When patients considered the outcome of neurosurgery in its earliest decades they were often more focused on survival than on potential deformities, scars, lumps or bumps left behind after surgery, according to Jesse Christopher, co-founder and president of Longeviti Neuro Solutions.

Now that outcomes have improved, patients are more confident in their chances of making it through surgery to remove tumors, relieve swelling or implant medical devices, but they also have additional priorities, Christopher said.

“Though living is still the primary outcome sought and patients have trust in the surgical outcomes, they also want to look the way they did prior to surgery,” says Christopher, a 15-year veteran of the medical device industry.

To that aim, Christopher launched Longeviti in 2016 with co-founder and chief medical officer Dr. Chad Gordon, a leading craniofacial plastic surgeon at Johns Hopkins who specializes in craniofacial injuries, reconstruction and surgeries and complex skull reconstruction, among other medical procedures related to the face and skull.

Longeviti seeks to help neurosurgery patients by adding function to otherwise unused space after skull reconstruction implants. The goal is to improve both neurologic and cosmetic outcomes by giving patients and doctors more options when it comes to the installation and retrieval of neurosurgical device implants, Christopher says.

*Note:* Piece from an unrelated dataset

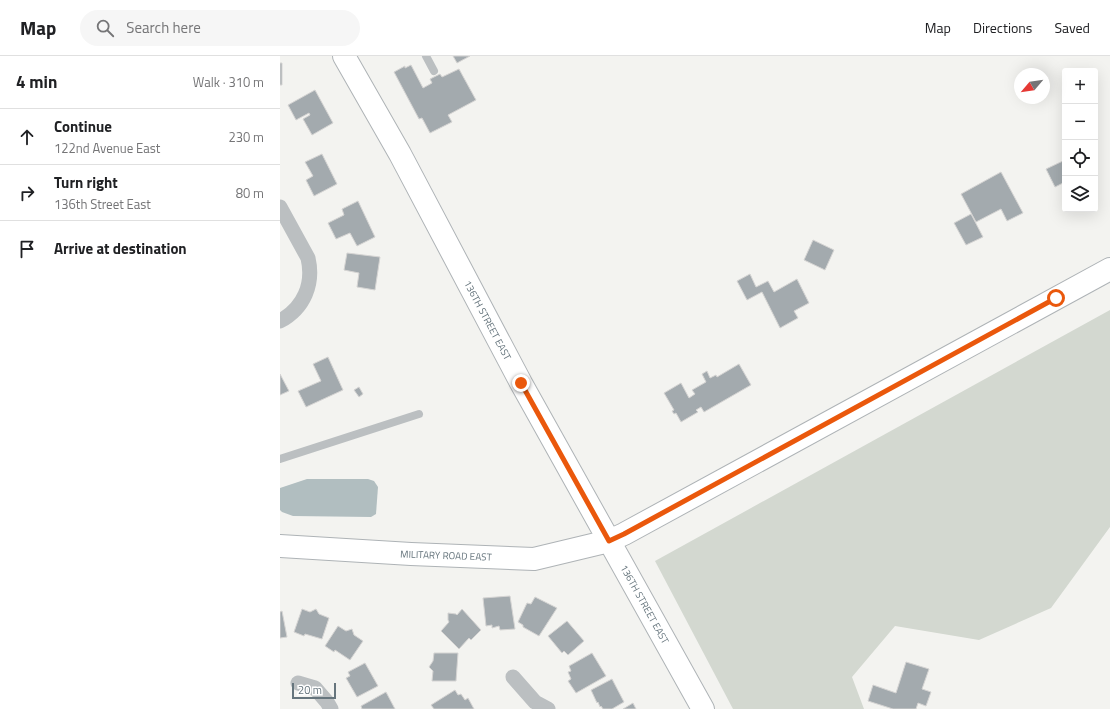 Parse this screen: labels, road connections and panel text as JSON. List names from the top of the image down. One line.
{"streets":{"main road":["136TH STREET EAST","MILITARY ROAD EAST"]},"crossings":[["136TH STREET EAST","MILITARY ROAD EAST"]],"scale_bar":"20 m","north":"bottom left","page":{"header":"Map","search":"Search here","nav":["Map","Directions","Saved"],"heading":["4 min","Walk · 310 m"],"map_buttons":["+","−"],"list":[["Continue","122nd Avenue East","230 m"],["Turn right","136th Street East","80 m"],"Arrive at destination"],"scale":"20 m"}}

Though Christopher says the world is a long ways from implanting cell phones in people’s brains, he does see a future in which medical technology and implants specifically play a larger role in the health care space.

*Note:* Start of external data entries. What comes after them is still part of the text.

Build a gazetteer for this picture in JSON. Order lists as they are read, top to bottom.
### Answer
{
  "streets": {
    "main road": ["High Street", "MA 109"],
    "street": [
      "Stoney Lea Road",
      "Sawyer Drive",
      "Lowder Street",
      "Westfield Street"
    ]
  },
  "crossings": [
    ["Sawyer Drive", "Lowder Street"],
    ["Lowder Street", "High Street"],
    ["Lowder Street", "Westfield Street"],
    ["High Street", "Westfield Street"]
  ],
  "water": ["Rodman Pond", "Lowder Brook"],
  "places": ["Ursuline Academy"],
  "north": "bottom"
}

Using robot and laser technology licensed through Johns Hopkins Technology Ventures, the company has set out to produce the first customizable power supply within the cranial hemisphere. The team has created two medical devices for market so far and has been credited with three, first-in-human case publications.

The InvisiShunt is a single-use sterile surgical implant for different areas of the craniofacial skeleton. It uses a high-density polyethylene to support location and orientation while restoring the natural shape of the cranium.

Longeviti’s L.I.D platform is currently making its way through the federal approval process. The custom-shaped-devices will act as a vessel that allows for easier access to medical devices that must be implanted to manage medical conditions, such as hydrocephalus, epilepsy and tumors.

Meanwhile, the InvisiShunt was used for the first time on a patient in October 2017. The single-use implant is pitched as a way to leave behind fewer cranial deformities due to repeated surgeries.

Cranial reconstruction is often done after neurosurgery procedures to fill in areas after removing a tumor or after re-entering the skull for routine follow-up neurosurgeries, Christopher explained. The applications of the InvisiShunt include non-load bearing augmentation and/or reconstruction of the craniofacial skeleton.

“Until Longeviti, functional neurosurgery implants and cranial reconstruction were completely siloed industries in the commercial world,” says Christopher.

Christopher said he jumped at the chance to combine his background in medical device marketing with Gordon’s medical expertise when a previous employer passed on Johns Hopkins’ robot and laser technology. He quit his job and purchased the patents because the two share a passion for helping patients who need cranial reconstruction live their best life, free of deformities, bumps and voids that often accompany surgery without reconstruction, Christopher says.

As a virtual member of FastForward, a coordinated suite of resources designed to move technologies from startup to marketplace, Longeviti also received help connecting with industry and fundraising experts.

The company has attained financing and secured 510Ks from the FDA, which are premarket notifications sent in to demonstrate that a device is as safe, effective and equivalent to a legally marketed device that is not subject to premarket approval.

“Technology isn’t going in the opposite direction,” says Christopher. “It’s always moving forward. That means we’re just at the beginning of interacting with our brain. It’s going to become bigger business and provide better tools, so let’s account for that. We want to be the company that plans for the many surgeries these patients will face, and ensures getting in and out won’t leave patients less than whole.”